マイクロソフトに採用されると、外部業者のジョブコーチを利用できる。勤務に慣れるための支援をしたり、通勤に関する質問に答えたりする人物だ。また、新規採用者には、マイクロソフトで働く障害者を支援するグループから選任されるコミュニティーメンターがつく。このメンターは、自閉症者のパートナーや友人である従業員で、新規採用者に食券の利用法や本社周辺のバスの乗り方などを教える。コミュニティーメンターとジョブコーチがつくのは3か月間だが、必要であれば延長もできる。ジョブコーチを1年間つけている従業員もいるという。

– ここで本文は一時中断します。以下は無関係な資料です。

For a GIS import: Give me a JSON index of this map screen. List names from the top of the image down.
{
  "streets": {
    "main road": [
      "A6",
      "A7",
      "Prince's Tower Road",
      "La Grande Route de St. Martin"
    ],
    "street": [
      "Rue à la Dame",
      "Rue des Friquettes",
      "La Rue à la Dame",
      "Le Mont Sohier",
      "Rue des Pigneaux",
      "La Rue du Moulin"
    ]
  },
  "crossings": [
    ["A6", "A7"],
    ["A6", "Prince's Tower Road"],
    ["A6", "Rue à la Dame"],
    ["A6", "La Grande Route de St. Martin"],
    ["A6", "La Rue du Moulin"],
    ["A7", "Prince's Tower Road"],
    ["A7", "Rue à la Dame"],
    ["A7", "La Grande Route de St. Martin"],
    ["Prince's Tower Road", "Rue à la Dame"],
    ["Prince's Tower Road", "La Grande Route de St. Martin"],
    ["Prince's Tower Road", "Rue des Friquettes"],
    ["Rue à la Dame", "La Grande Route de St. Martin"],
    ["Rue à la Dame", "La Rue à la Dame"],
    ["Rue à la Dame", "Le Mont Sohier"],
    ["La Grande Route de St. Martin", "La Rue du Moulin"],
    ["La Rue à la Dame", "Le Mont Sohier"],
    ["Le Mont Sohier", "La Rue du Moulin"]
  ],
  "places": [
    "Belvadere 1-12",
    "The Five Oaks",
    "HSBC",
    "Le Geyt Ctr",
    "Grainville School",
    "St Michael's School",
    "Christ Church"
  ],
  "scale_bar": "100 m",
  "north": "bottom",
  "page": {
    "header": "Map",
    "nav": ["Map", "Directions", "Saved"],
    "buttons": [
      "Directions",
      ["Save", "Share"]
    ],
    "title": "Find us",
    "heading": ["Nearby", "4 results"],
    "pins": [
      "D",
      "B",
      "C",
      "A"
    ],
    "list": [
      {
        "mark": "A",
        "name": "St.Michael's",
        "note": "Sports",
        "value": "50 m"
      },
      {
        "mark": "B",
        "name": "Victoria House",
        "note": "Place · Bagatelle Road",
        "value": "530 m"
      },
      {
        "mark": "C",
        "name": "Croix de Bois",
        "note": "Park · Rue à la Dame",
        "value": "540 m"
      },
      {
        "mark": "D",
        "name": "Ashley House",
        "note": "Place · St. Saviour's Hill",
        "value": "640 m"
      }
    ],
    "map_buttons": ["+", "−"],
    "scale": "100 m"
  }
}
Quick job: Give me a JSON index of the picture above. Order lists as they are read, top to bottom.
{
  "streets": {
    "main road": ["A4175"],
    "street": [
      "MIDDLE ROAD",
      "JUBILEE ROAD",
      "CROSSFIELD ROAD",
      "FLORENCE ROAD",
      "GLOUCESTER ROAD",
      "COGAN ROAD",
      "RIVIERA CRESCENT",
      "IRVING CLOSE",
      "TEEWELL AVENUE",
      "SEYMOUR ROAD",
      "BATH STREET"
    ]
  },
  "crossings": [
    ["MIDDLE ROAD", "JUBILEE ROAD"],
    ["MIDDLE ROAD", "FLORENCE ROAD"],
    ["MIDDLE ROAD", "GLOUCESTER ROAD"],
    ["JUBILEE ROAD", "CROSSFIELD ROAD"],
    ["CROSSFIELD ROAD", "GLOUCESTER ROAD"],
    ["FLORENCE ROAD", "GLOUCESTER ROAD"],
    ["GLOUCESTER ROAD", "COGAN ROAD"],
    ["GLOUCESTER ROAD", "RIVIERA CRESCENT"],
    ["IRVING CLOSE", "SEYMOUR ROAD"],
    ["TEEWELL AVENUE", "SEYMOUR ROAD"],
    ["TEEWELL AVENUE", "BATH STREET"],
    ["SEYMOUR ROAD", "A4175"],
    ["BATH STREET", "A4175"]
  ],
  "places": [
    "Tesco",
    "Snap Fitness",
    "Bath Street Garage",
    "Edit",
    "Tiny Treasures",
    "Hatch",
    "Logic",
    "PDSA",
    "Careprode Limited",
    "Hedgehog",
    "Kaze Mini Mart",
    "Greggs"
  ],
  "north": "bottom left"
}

バーネットは、会社側もこのプログラムから多くの利益を受けていると強調する。「マイクロソフトの目標は、組織内の全員のエンパワーメント。自閉症者を含む多様な働き手が必要であり、誰にとっても使いやすいより良い商品を作っていく必要がある。また、管理職の面々も、フィードバックの頻度が増え、コミュニケーション方法について質問するなど、人材の管理方法が改善されている。ますます多くの管理職がこうしたフィードバックを得ており、この利点に今後も注目していくつもりだ」

マイクロソフトは今のところ、自閉症者を技術職で主に採用しているが、経理やマーケティングなどの非技術職でも採用できるか検討中だという。これまでに56人をフルタイム職で採用した。

自閉症者を採用する際のコツは次の通り。

・募集要項が仕事内容と本当に関連しているかを確認する。もし対人コミュニケーションがほとんど必要のない仕事であれば、「優れた対人能力」は本当に必要なのか? 募集要項に不明瞭な点がないようにすること。

・応募フォームの中には、何を書けばいいのかが分かりにくいものがある。この点について明確なガイダンスを示した上で、面接時に必要な支援や調整事項があれば明記できる欄を設けること。

・面接では、分かりやすく明瞭な質問をする。面接はできる限り、実用的な内容にすること。